» **PROMPT**: Your answer should contain only the lines from the top of the data below down through the one with "2px #a9aeb7) drop-shadow(0", transcribed exactly and without pictures; please include nothing more.

» **Dataset entries**:
[Start of Attachment]

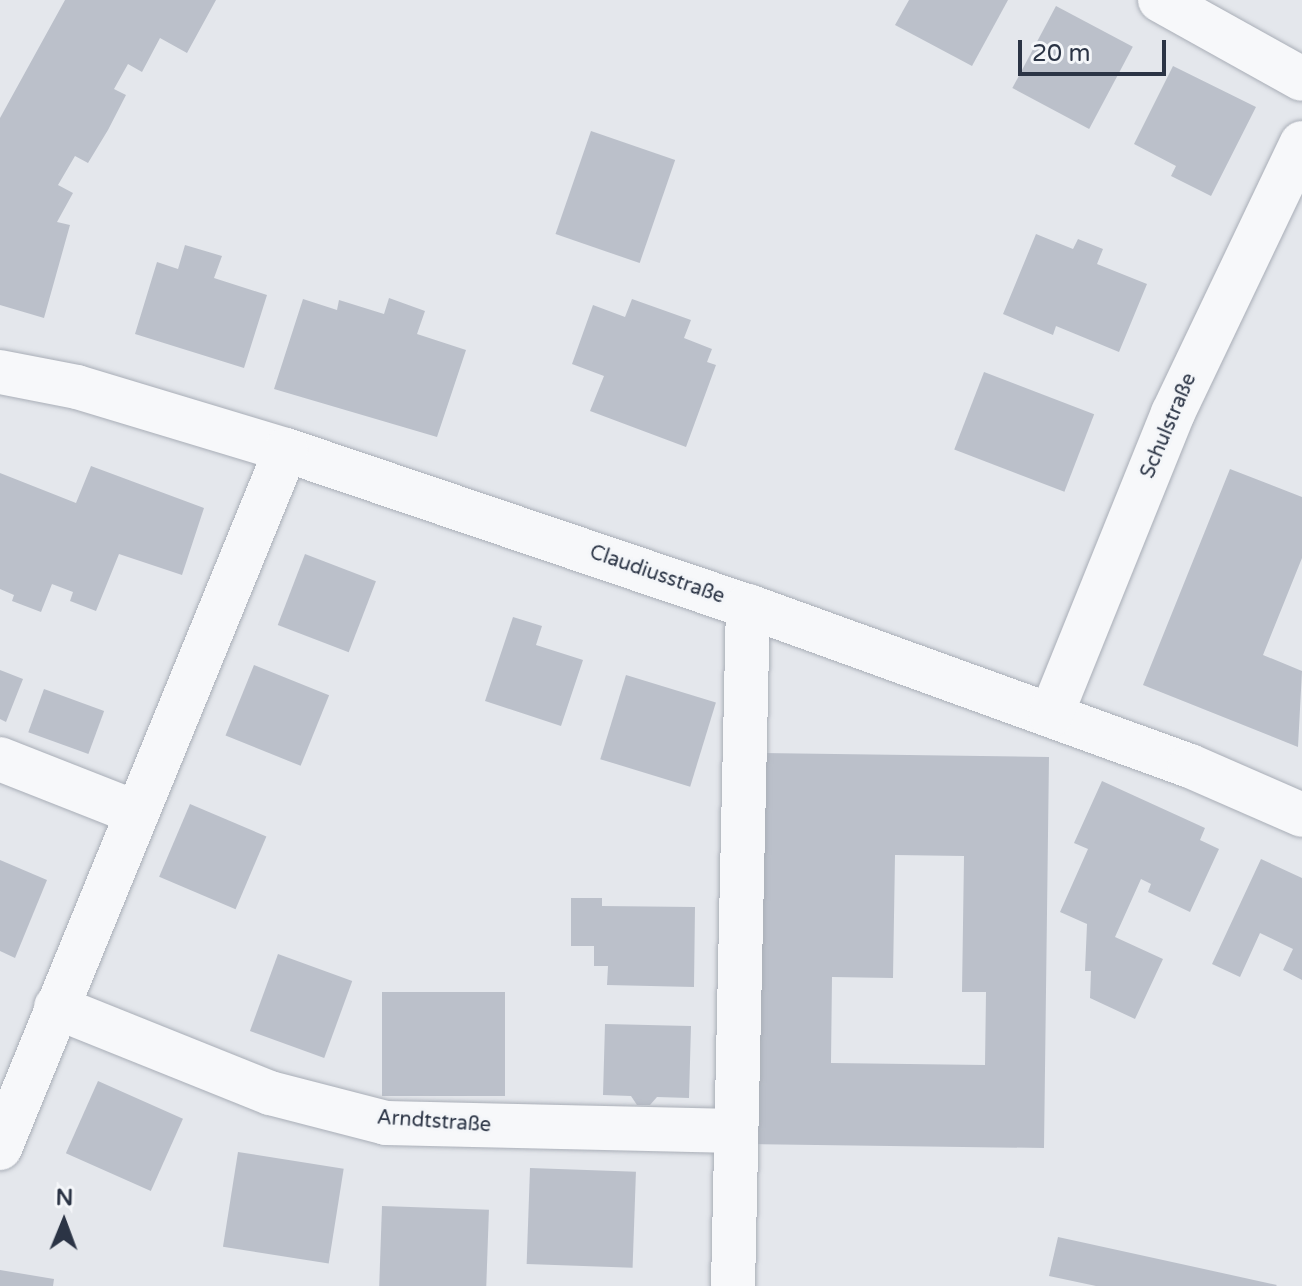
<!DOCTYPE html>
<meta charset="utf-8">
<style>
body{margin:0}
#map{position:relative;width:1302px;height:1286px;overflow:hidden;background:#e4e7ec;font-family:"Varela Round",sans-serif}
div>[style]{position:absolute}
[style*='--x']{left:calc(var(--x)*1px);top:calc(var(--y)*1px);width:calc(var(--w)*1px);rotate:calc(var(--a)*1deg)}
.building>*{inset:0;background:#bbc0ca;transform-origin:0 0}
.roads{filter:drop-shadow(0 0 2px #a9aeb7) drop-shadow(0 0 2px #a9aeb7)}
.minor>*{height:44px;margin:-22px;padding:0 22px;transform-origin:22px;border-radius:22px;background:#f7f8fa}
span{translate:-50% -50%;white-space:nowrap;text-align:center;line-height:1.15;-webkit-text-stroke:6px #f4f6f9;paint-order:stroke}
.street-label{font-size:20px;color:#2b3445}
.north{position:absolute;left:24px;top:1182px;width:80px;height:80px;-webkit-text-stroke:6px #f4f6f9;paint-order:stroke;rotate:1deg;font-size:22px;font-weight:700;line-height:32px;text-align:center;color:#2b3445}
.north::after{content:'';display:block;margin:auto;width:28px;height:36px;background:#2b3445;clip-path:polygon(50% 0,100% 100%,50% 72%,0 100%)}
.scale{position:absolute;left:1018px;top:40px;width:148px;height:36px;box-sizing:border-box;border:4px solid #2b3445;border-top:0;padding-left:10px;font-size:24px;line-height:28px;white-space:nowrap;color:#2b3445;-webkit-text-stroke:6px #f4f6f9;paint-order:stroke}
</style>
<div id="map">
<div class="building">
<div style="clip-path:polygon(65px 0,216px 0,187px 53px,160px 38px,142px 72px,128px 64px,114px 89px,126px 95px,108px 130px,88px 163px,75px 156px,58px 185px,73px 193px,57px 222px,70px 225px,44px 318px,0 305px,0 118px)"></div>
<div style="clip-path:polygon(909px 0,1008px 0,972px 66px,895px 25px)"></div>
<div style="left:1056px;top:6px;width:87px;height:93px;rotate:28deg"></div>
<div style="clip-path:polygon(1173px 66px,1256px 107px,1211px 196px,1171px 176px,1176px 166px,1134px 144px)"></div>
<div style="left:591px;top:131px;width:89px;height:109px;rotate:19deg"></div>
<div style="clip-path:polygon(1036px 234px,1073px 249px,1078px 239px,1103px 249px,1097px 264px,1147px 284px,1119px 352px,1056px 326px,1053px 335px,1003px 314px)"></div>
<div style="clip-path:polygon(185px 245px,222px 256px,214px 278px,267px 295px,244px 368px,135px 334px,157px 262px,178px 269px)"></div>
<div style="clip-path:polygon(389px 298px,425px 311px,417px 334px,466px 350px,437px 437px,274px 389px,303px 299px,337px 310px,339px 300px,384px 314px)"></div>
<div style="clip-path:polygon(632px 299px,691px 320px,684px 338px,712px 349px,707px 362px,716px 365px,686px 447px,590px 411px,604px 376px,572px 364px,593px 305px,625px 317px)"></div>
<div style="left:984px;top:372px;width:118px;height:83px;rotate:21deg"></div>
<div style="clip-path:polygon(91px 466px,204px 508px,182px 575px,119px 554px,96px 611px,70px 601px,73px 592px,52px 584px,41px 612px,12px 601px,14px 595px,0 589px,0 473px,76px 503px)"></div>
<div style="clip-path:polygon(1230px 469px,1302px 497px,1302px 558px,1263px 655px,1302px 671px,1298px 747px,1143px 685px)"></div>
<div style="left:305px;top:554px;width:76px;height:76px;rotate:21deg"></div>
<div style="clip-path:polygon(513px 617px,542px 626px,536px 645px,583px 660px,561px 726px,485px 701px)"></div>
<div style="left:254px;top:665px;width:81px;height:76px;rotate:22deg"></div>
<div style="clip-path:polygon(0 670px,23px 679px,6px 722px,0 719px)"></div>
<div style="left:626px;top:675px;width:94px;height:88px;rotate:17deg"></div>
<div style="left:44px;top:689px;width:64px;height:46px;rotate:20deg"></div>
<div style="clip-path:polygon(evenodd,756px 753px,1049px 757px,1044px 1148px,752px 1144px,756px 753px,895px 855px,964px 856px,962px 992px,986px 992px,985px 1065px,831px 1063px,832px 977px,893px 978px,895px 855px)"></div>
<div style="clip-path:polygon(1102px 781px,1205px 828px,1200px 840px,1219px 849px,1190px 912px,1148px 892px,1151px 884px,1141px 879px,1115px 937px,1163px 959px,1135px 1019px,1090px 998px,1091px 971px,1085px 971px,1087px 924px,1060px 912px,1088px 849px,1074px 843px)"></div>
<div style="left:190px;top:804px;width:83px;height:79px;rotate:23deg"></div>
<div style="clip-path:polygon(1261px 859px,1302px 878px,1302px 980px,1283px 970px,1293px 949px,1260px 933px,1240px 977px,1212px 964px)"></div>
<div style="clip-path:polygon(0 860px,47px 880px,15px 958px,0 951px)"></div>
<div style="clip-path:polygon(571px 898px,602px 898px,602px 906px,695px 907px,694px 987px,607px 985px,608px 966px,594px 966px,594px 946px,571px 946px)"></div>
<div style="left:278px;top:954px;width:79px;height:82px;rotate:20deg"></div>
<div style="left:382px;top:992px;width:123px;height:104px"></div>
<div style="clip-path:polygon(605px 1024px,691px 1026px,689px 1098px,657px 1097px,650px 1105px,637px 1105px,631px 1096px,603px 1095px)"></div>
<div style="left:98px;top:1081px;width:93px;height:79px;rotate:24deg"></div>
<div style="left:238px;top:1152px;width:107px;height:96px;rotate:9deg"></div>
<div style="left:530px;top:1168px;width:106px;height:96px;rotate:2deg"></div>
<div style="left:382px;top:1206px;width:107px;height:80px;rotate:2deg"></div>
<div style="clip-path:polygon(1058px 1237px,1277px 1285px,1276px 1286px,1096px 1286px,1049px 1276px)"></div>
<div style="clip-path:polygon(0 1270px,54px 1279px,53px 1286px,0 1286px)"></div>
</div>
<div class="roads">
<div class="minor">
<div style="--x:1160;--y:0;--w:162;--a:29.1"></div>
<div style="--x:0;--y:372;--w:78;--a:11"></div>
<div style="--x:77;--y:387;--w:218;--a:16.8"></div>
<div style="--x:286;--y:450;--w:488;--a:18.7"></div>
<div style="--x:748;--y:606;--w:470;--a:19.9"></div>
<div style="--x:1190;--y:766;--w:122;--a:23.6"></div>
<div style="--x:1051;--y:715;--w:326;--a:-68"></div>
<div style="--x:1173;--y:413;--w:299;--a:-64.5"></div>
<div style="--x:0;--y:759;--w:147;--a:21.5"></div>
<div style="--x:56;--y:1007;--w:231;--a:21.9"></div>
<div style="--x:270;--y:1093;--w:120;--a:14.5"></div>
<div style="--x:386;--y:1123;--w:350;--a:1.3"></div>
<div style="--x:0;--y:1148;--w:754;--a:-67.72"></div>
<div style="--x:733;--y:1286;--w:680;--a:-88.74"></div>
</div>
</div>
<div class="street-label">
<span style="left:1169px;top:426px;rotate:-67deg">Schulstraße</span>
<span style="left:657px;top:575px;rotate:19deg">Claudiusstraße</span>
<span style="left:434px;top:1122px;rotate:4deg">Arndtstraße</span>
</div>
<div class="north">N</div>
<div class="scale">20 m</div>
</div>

[End of Attachment]

» **ANSWER**:
<!DOCTYPE html>
<meta charset="utf-8">
<style>
body{margin:0}
#map{position:relative;width:1302px;height:1286px;overflow:hidden;background:#e4e7ec;font-family:"Varela Round",sans-serif}
div>[style]{position:absolute}
[style*='--x']{left:calc(var(--x)*1px);top:calc(var(--y)*1px);width:calc(var(--w)*1px);rotate:calc(var(--a)*1deg)}
.building>*{inset:0;background:#bbc0ca;transform-origin:0 0}
.roads{filter:drop-shadow(0 0 2px #a9aeb7) drop-shadow(0 0 2px #a9aeb7)}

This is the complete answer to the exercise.